Con tu inolvidable sonrisa
Ha fallecido un gran actor, un gran amigo, un gran hombre de inmensa profesionalidad, sensibilidad inigualable y exquisito sentido del humor. Jorge Losada Moreno nos deja un intenso dolor. El profe Losada, el incansable amigo de todos, el simpático personaje Fin de Siglo, que acumulaba siglos de amor, conocimientos y miles de anécdotas, todas brillantes, todas llena de cubanía y pasión por nuestra cultura.
No me detendré a exponer una vez más su inalcanzable currículum que comenzó como recitador en Radio Mambí a los 18 años, motivado por un mal de amores, según nos comentó muchas veces.
Cursó filosofía en los Estados Unidos gracias a una beca, y regresó a Cuba. Luego de estudiar en la Academia Municipal de Arte Dramático, integró el grupo teatral Rita Montaner para formar parte indisoluble del gremio de las grandes figuras que conformaban nuestro patrimonio cultural.

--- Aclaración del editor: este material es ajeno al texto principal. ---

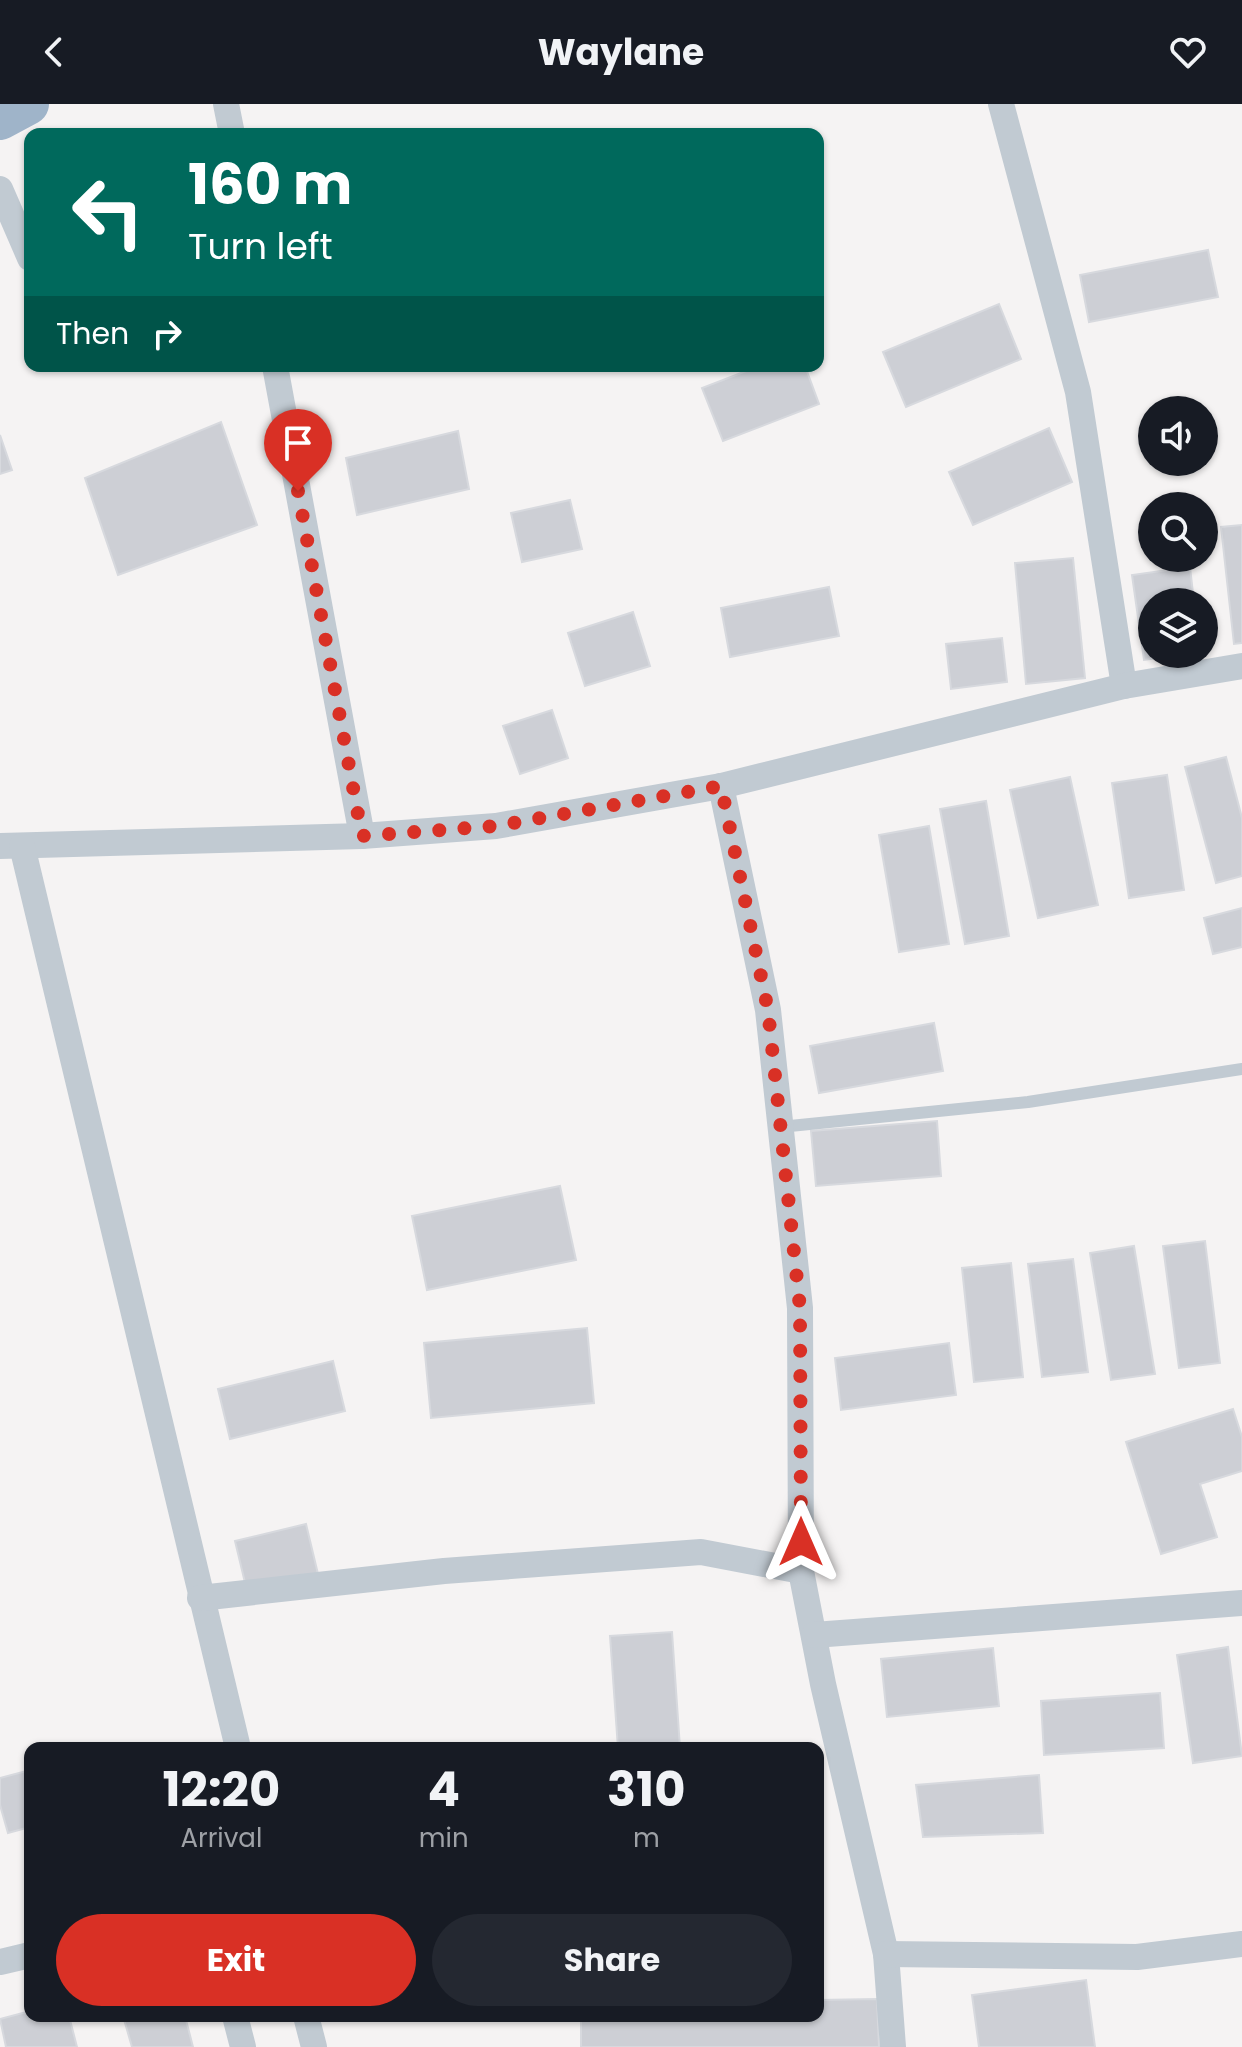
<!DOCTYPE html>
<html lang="en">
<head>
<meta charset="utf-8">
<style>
  body { margin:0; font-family:Poppins,sans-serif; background:#242831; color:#f1f3f6; height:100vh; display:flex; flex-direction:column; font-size:30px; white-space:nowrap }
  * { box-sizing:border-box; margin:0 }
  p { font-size:26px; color:#9ea1a6 }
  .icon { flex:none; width:44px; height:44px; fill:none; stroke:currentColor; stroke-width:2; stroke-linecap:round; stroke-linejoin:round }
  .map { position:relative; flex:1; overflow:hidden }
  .side { position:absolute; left:24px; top:1638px; width:800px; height:280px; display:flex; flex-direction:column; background:#171b24; border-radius:16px; box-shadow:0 2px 6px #0004 }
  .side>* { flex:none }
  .banner { position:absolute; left:24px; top:24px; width:800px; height:244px; border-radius:16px; box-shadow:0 2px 6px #0004; background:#00695c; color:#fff; overflow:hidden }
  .tools { position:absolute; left:1138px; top:292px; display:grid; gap:16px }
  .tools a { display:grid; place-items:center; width:80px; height:80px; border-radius:50%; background:#171b24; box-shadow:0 2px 6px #0004; font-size:40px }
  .pin { position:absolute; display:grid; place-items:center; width:68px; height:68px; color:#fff; margin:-82px -34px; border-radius:50% 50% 50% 0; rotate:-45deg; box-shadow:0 0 8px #0007 }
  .pin .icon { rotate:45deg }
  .me { position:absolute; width:88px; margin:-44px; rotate:0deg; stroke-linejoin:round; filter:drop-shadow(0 0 6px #0008) }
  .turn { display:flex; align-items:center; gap:28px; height:168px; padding:0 32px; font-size:36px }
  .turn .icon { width:104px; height:104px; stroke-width:2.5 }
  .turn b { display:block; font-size:56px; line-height:68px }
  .then { display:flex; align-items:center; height:76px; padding:0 32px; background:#0003; gap:16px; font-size:30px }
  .eta { display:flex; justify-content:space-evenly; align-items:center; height:136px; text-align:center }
  .eta b { font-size:48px; font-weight:700; line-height:56px }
  .button { display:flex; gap:16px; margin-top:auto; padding:16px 32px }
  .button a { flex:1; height:92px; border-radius:48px; background:#d93025; color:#fff; font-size:32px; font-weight:700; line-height:92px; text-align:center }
  .button a+a { background:#242831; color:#f1f3f6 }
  header { display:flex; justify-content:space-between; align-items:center; height:104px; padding:0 32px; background:#171b24; font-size:36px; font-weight:700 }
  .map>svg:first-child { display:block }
  .building { fill:#cdcfd5; stroke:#d7d9de; stroke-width:2 }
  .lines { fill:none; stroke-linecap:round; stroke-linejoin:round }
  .service { stroke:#c1cad2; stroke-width:12 }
  .minor { stroke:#c1cad2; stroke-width:26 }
  .trunk { stroke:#9fb4c9; stroke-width:42 }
  .route { stroke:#d93025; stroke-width:14; stroke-dasharray:0 25.2 }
</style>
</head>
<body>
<header><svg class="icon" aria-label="back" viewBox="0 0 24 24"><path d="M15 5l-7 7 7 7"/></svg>Waylane<svg class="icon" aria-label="heart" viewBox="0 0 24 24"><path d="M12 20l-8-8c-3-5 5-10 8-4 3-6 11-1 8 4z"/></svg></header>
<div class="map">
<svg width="1242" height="1943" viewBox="0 0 1242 1943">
  <rect width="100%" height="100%" fill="#f5f3f3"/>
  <g class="building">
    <path d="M1208,146L1218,193L1089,218L1080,171Z"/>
    <path d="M999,200L1021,255L906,303L883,248Z"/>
    <path d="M759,262H805L819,300L723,337L702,284Z"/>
    <path d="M221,318L257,421L118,471L85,374Z"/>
    <path d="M1049,324L1072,378L973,421L949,368Z"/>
    <path d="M458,327L469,385L357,411L346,354Z"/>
    <path d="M0,331L12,366L0,370Z"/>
    <path d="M570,396L582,445L522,458L511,409Z"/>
    <path d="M1242,421V539L1234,540L1221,423Z"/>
    <path d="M1073,454L1085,574L1026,580L1015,459Z"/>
    <path d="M1190,463L1194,498H1152V550H1189L1144,556L1132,471Z"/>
    <path d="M829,483L839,532L730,553L721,504Z"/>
    <path d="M633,508L650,562L585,582L568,529Z"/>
    <path d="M1002,534L1007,578L951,585L946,540Z"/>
    <path d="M552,606L568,654L520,670L503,622Z"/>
    <path d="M1226,653L1242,714V772L1216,779L1185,663Z"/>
    <path d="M1167,671L1184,786L1129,794L1112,679Z"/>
    <path d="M1070,673L1098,801L1038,814L1010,686Z"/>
    <path d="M986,697L1009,832L965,840L940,705Z"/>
    <path d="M929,722L949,840L899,848L879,731Z"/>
    <path d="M1242,804V843L1213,850L1204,814Z"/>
    <path d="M934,919L943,967L819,989L810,942Z"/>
    <path d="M937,1017L941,1072L816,1082L811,1027Z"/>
    <path d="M560,1082L576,1156L427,1186L412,1112Z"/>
    <path d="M1205,1137L1220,1259L1179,1264L1163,1142Z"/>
    <path d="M1134,1142L1155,1270L1111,1276L1090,1149Z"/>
    <path d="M1073,1155L1088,1268L1042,1273L1028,1160Z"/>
    <path d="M1011,1159L1023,1273L974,1278L962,1164Z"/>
    <path d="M587,1224L594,1299L431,1314L424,1239Z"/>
    <path d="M949,1239L956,1291L841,1306L835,1254Z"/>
    <path d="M333,1257L345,1307L230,1335L218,1285Z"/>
    <path d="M1233,1305L1242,1333V1367L1200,1380L1217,1433L1161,1450L1126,1338Z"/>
    <path d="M306,1420L318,1470L247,1487L235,1437Z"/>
    <path d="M672,1528L680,1644H618L610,1532Z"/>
    <path d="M1228,1543L1242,1652L1193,1659L1177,1551Z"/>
    <path d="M993,1544L999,1602L887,1613L881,1555Z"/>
    <path d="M1160,1589L1164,1644L1044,1651L1041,1597Z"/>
    <path d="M30,1666V1723L8,1729L0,1701V1674Z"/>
    <path d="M1039,1671L1043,1729L923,1733L916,1681Z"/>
    <path d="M1086,1876L1095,1943H979L972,1891Z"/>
    <path d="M877,1895L879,1943H581V1912H818V1896Z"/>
    <path d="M30,1907V1912H69L77,1943H6L0,1915Z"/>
    <path d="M123,1912H185L193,1943H132Z"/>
  </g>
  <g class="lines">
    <path class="service" d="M780,1023L1028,998L1242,965"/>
    <g class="minor">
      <path d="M226,0L232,30"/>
      <path d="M1001,0L1078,288L1124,582"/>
      <path d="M0,85L30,154"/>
      <path d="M275,262L362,732"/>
      <path d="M721,682L768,906L800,1204L801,1467L823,1580L886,1850L893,1943"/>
      <path d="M0,742L362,732L496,722L721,682L1124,582L1242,562"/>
      <path d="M22,742L238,1644"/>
      <path d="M200,1494L444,1467L701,1448L801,1467"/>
      <path d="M814,1531L1242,1499"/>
      <path d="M886,1850L1137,1853L1242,1840"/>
      <path d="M0,1858L30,1851"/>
      <path d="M235,1912L243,1943"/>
      <path d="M306,1912L314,1943"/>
    </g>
    <path class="trunk" d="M0,15L28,0"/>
  </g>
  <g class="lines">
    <path class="route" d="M298,387L362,732L496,722L721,682L768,906L800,1204L801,1438"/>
  </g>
</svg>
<div class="tools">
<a><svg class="icon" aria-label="sound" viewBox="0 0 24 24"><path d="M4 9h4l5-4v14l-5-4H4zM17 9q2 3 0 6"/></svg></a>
<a><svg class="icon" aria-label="search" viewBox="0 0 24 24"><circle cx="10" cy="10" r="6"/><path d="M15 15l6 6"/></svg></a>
<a><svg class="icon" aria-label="layers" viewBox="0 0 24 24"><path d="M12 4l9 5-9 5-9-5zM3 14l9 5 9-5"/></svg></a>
</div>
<div class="pin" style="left:298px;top:387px;background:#d93025"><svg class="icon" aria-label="arrive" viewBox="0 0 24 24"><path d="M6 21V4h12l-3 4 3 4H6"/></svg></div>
<svg class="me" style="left:801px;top:1438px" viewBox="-20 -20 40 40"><path d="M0-17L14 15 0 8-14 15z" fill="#d93025" stroke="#fff" stroke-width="4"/></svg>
<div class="banner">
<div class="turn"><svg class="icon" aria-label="left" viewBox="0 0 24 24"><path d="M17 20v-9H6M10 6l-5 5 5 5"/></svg><div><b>160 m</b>Turn left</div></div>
<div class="then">Then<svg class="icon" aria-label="right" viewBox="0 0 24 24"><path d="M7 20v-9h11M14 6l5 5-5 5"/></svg></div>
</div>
<section class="side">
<div class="eta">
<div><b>12:20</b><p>Arrival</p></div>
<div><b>4</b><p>min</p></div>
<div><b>310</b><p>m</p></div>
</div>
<div class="button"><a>Exit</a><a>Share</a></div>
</section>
</div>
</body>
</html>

Lo demás, aunque a veces poco se difunde, mucho lo saben. Losada participó en decenas de películas cubanas. Fue actor y subdirector del Estudio Lírico Alina Sánchez. Trabajó en importantes escenarios del mundo incluyendo nuestro Teatro Musical de la Habana del que hablaba con una mezcla de cariño y dolor por su lamentable desaparición. La televisión fue su casa en todos los géneros manejando con igual maestría el drama y el humor.
Sobre el humor quiero hablar porque es lo que más realizó en estos años en que se convirtió en el padrino, (por llamarlo de alguna manera) de muchos humoristas. Cualquiera que fuera el proyecto siempre era de los primeros en el set de grabación, con su alegría y optimismo contagioso y el siempre bien recibido consejo. Muchos le preguntaban que por qué no le habían dado el Premio Nacional de Humor, él respondía que estar nominado ya era un premio y que el mayor premio que podía recibir era sentirse querido por los humoristas y el pueblo.
Partió Jorge Losada y con él perdemos una significativa parte de la historia de la cultura cubana, encerrada en su vida, en sus anécdotas, en ese inmenso archivo llenos de distinguidas fotos que siempre tenía a mano para mostrar lo más bello y auténtico. Las tantas estrellas que conoció, con las que compartió el escenario, la vida, y cuánto lo querían.
No olvidaré aquellas tardes de visita en su casa que, programábamos para unos minutos, y se nos iban horas escudriñando en los archivos, en los recuerdos y en su eterna sonrisa. Otra vez dejamos ir la memoria viva sin dedicarle todo el tiempo que merecía; sin permitir que nos hiciera llegar, de primera mano, la verdadera historia, las más recónditas vivencias y momentos que también componen nuestra identidad.
No te decimos adiós querido amigo, siempre estarás entre nosotros con tu inolvidable sonrisa.